| DATA UNDER STUDY |
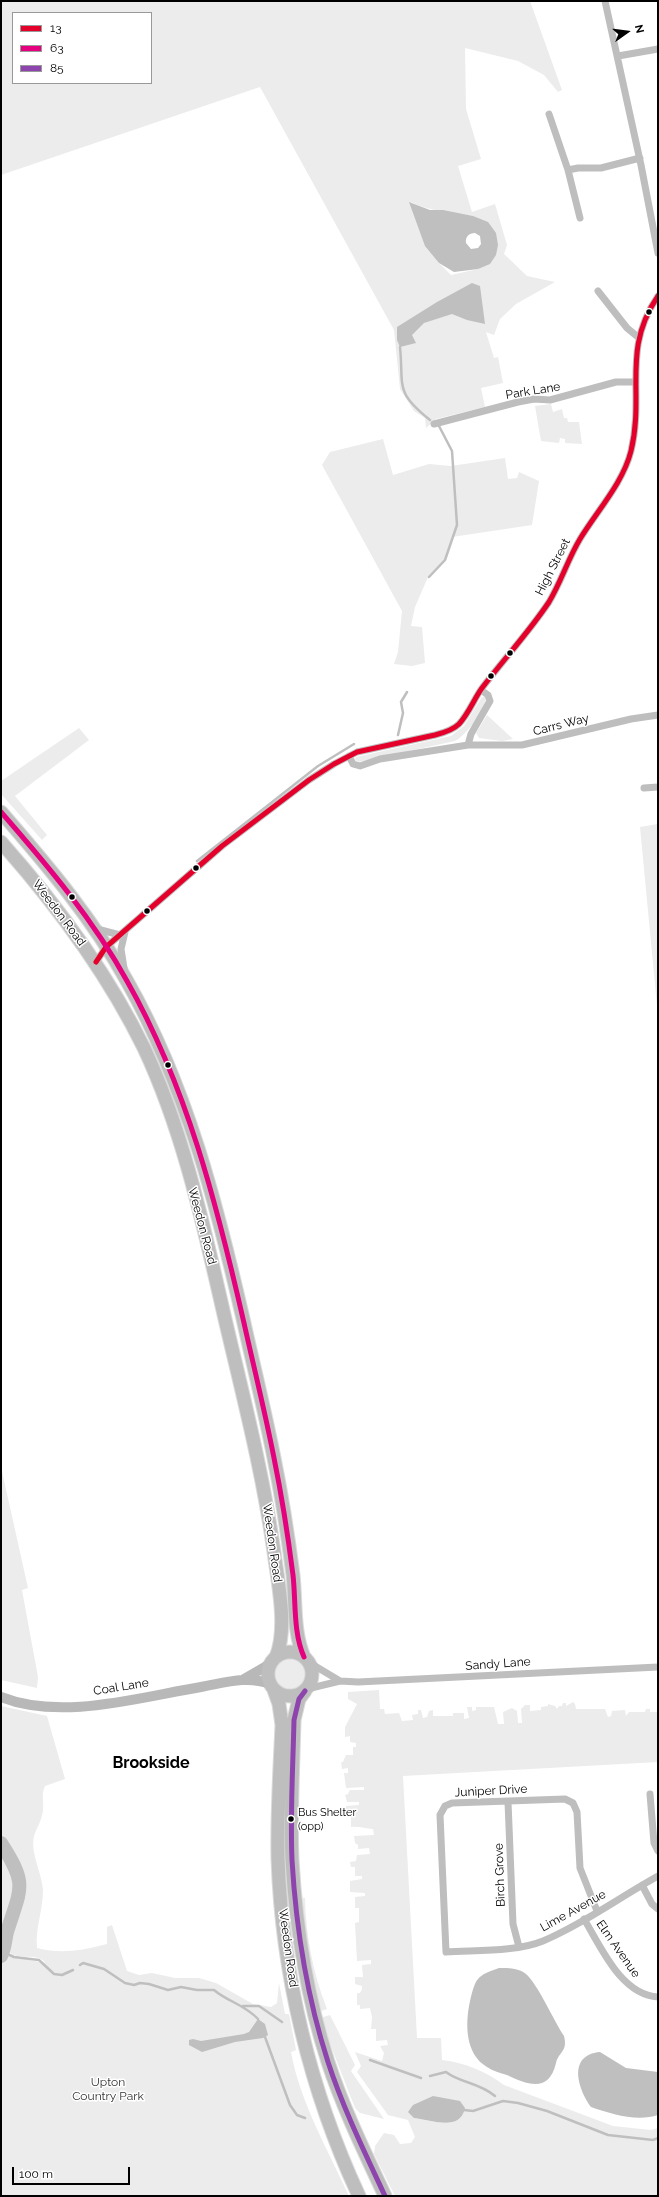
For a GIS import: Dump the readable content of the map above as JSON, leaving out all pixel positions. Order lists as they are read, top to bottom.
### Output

--

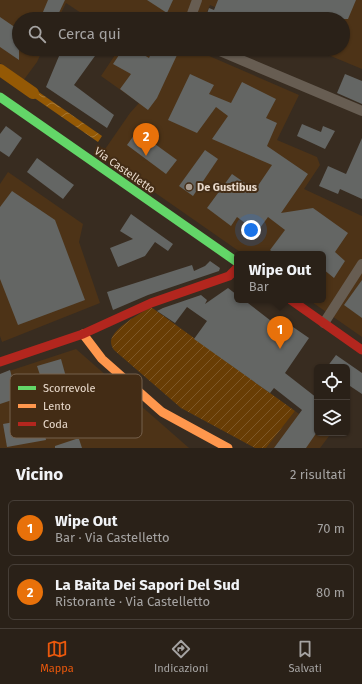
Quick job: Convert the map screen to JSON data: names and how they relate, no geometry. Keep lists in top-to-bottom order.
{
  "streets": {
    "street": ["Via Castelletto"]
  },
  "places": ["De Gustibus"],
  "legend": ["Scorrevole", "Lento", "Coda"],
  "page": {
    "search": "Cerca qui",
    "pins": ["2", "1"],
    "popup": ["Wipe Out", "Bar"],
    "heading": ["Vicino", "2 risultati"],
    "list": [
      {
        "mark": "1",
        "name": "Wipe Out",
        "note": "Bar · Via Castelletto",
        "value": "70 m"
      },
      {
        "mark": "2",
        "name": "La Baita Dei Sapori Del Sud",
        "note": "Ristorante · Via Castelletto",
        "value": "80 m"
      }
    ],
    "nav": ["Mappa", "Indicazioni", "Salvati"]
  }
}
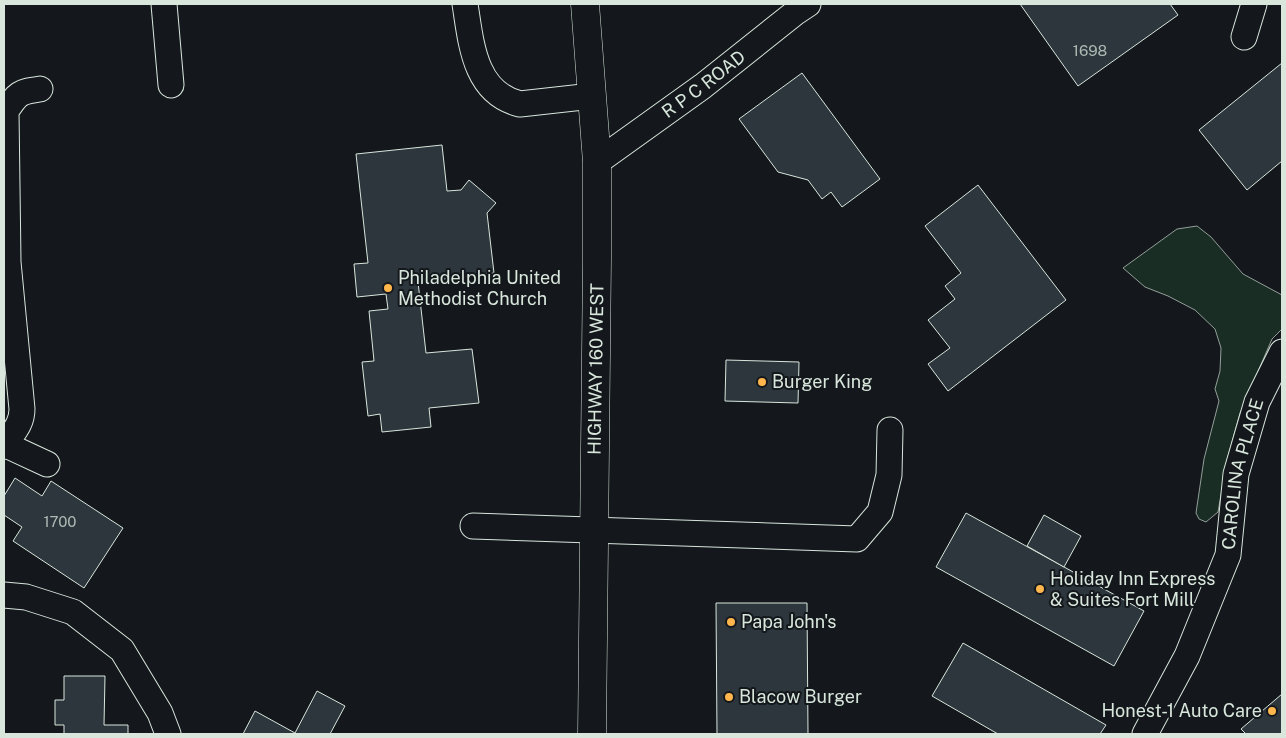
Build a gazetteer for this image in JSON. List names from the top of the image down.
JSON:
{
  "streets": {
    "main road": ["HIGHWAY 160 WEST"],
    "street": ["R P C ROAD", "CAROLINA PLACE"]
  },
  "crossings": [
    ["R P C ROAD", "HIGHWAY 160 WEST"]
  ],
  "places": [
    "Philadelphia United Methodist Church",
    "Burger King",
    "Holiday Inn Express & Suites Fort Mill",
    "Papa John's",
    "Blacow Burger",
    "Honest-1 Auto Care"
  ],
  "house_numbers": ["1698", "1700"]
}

---

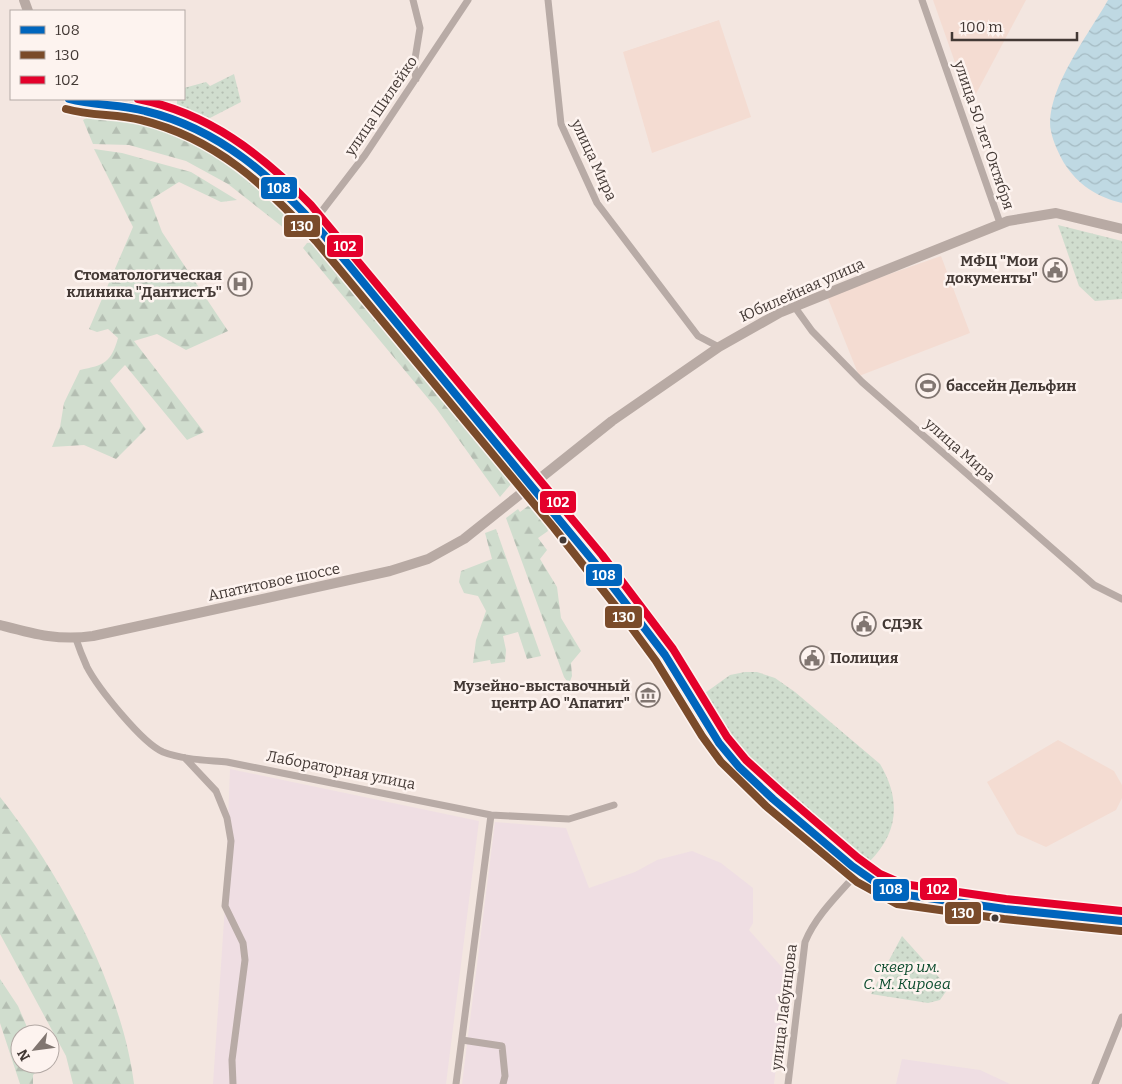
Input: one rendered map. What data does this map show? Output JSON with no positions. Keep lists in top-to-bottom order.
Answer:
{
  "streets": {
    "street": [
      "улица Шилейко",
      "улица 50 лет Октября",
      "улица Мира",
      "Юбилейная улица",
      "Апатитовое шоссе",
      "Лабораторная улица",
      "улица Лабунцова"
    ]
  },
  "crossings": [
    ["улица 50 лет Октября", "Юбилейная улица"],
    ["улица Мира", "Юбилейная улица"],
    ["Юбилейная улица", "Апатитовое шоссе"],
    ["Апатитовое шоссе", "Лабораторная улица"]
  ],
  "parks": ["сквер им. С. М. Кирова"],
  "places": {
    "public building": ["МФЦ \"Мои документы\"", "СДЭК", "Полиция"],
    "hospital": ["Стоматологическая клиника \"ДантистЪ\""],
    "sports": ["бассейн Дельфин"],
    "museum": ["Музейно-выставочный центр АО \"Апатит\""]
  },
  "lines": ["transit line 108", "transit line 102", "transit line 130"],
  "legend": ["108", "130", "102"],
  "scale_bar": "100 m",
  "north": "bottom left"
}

| EXERCISE GOAL |
Looking at the listing above, which lines hold "positions"? Copy every such line.

| FINISHED TASK |
For a GIS import: Dump the readable content of the map above as JSON, leaving out all pixel positions. Order lists as they are read, top to bottom.
Input: one rendered map. What data does this map show? Output JSON with no positions. Keep lists in top-to-bottom order.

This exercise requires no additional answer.